**Task description**
All that is wanted is an exact copy of the line containing "<h2>4 min<small>Walk · 320 m</small></h2>" and the lines after it, through the end of the records.

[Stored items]
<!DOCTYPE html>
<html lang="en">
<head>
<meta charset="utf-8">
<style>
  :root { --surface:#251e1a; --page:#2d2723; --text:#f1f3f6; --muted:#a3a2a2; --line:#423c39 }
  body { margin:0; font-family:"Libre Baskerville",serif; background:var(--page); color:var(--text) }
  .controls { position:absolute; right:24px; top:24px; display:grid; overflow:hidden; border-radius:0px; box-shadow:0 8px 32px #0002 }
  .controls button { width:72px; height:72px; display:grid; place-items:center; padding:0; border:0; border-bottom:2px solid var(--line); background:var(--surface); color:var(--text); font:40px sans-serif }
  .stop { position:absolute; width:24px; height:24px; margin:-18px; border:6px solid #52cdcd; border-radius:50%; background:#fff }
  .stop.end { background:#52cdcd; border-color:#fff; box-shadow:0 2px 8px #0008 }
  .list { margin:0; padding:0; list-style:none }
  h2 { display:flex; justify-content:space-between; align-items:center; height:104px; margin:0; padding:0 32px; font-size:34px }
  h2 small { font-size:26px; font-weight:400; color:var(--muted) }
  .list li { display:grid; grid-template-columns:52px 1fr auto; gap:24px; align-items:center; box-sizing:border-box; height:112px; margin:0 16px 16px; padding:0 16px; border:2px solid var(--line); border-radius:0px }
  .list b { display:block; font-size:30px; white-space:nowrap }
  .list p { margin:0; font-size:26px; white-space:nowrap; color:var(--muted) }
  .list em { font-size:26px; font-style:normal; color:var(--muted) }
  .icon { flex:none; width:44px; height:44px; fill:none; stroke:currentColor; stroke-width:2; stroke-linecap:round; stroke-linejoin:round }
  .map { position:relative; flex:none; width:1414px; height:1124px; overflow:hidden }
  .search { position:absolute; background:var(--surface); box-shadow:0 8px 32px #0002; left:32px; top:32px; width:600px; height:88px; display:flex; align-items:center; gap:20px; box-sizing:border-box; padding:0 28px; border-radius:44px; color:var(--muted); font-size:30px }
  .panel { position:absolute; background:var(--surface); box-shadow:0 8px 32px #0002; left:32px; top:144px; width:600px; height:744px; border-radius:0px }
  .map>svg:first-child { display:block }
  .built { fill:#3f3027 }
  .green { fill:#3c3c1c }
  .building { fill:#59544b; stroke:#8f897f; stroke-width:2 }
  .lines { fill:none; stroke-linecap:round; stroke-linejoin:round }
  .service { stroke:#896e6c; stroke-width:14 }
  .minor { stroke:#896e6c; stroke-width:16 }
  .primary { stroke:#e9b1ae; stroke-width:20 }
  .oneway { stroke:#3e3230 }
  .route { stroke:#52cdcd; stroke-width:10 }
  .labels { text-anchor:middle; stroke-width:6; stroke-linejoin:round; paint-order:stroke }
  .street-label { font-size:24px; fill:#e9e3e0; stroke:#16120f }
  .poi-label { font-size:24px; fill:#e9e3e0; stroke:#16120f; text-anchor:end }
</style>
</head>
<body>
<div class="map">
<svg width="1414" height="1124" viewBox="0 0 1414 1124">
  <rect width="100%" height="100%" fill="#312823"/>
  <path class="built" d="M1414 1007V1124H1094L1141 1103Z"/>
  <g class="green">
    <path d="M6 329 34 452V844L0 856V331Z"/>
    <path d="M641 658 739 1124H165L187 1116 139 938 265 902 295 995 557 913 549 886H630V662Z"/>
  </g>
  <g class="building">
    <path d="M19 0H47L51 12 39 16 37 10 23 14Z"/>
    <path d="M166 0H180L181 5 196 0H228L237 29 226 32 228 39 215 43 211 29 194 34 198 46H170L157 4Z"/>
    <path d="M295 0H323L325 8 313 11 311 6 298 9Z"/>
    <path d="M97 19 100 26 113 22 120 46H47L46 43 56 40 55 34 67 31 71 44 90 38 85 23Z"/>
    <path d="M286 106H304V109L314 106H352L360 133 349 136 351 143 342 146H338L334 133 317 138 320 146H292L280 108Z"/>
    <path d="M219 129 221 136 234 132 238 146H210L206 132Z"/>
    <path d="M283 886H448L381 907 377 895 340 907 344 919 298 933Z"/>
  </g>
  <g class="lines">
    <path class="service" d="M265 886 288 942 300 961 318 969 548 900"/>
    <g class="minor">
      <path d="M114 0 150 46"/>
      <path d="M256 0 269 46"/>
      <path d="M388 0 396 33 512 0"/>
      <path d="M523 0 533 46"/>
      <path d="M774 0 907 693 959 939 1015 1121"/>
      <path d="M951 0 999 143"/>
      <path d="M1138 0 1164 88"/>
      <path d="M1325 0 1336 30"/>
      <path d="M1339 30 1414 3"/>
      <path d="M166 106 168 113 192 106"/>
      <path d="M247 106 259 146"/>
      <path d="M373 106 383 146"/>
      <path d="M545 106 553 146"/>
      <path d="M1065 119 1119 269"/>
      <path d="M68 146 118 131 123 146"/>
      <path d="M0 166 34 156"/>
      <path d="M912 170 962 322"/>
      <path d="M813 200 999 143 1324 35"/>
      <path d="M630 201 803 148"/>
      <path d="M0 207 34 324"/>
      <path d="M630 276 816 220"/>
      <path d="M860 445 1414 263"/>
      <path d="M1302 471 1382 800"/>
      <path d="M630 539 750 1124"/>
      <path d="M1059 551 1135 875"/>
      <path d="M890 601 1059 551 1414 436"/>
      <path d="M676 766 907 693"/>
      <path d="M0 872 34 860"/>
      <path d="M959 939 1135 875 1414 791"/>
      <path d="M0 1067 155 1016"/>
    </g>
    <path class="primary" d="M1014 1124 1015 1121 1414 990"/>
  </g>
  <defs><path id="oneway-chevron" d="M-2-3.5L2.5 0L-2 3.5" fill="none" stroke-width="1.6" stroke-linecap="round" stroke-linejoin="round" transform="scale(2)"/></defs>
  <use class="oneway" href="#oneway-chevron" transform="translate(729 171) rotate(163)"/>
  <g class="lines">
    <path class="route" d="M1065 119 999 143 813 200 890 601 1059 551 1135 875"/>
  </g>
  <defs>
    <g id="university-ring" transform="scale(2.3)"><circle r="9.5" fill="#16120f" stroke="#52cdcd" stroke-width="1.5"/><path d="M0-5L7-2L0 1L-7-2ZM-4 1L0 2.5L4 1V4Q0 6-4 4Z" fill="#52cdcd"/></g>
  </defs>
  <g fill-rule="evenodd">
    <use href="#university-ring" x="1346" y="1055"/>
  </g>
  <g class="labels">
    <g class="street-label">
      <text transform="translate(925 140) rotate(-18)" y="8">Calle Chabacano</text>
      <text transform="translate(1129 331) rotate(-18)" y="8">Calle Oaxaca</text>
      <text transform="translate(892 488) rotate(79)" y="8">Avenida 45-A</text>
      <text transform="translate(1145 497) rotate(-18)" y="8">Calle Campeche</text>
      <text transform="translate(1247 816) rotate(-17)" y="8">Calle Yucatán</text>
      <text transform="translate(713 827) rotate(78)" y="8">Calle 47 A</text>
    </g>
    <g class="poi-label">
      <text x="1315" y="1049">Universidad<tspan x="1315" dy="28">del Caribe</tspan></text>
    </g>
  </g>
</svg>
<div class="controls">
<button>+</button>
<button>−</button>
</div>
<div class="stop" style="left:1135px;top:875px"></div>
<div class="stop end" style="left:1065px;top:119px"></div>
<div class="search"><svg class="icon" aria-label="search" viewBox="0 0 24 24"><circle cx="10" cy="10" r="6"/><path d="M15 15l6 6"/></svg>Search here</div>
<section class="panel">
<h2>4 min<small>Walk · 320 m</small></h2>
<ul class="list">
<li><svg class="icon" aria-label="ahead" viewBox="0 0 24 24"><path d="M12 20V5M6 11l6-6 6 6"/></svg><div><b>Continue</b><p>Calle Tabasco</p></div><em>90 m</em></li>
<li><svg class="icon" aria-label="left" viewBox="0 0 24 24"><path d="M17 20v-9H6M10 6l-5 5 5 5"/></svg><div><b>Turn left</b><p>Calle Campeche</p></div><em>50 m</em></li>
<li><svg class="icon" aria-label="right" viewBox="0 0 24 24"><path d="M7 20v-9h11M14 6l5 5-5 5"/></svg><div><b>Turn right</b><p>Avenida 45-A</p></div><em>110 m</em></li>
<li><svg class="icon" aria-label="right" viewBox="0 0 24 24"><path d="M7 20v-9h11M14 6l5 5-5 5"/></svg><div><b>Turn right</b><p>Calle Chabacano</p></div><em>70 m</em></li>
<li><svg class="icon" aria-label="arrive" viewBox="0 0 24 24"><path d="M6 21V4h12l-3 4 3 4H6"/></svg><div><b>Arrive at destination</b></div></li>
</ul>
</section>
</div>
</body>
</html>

**Solution to this exercise**
<h2>4 min<small>Walk · 320 m</small></h2>
<ul class="list">
<li><svg class="icon" aria-label="ahead" viewBox="0 0 24 24"><path d="M12 20V5M6 11l6-6 6 6"/></svg><div><b>Continue</b><p>Calle Tabasco</p></div><em>90 m</em></li>
<li><svg class="icon" aria-label="left" viewBox="0 0 24 24"><path d="M17 20v-9H6M10 6l-5 5 5 5"/></svg><div><b>Turn left</b><p>Calle Campeche</p></div><em>50 m</em></li>
<li><svg class="icon" aria-label="right" viewBox="0 0 24 24"><path d="M7 20v-9h11M14 6l5 5-5 5"/></svg><div><b>Turn right</b><p>Avenida 45-A</p></div><em>110 m</em></li>
<li><svg class="icon" aria-label="right" viewBox="0 0 24 24"><path d="M7 20v-9h11M14 6l5 5-5 5"/></svg><div><b>Turn right</b><p>Calle Chabacano</p></div><em>70 m</em></li>
<li><svg class="icon" aria-label="arrive" viewBox="0 0 24 24"><path d="M6 21V4h12l-3 4 3 4H6"/></svg><div><b>Arrive at destination</b></div></li>
</ul>
</section>
</div>
</body>
</html>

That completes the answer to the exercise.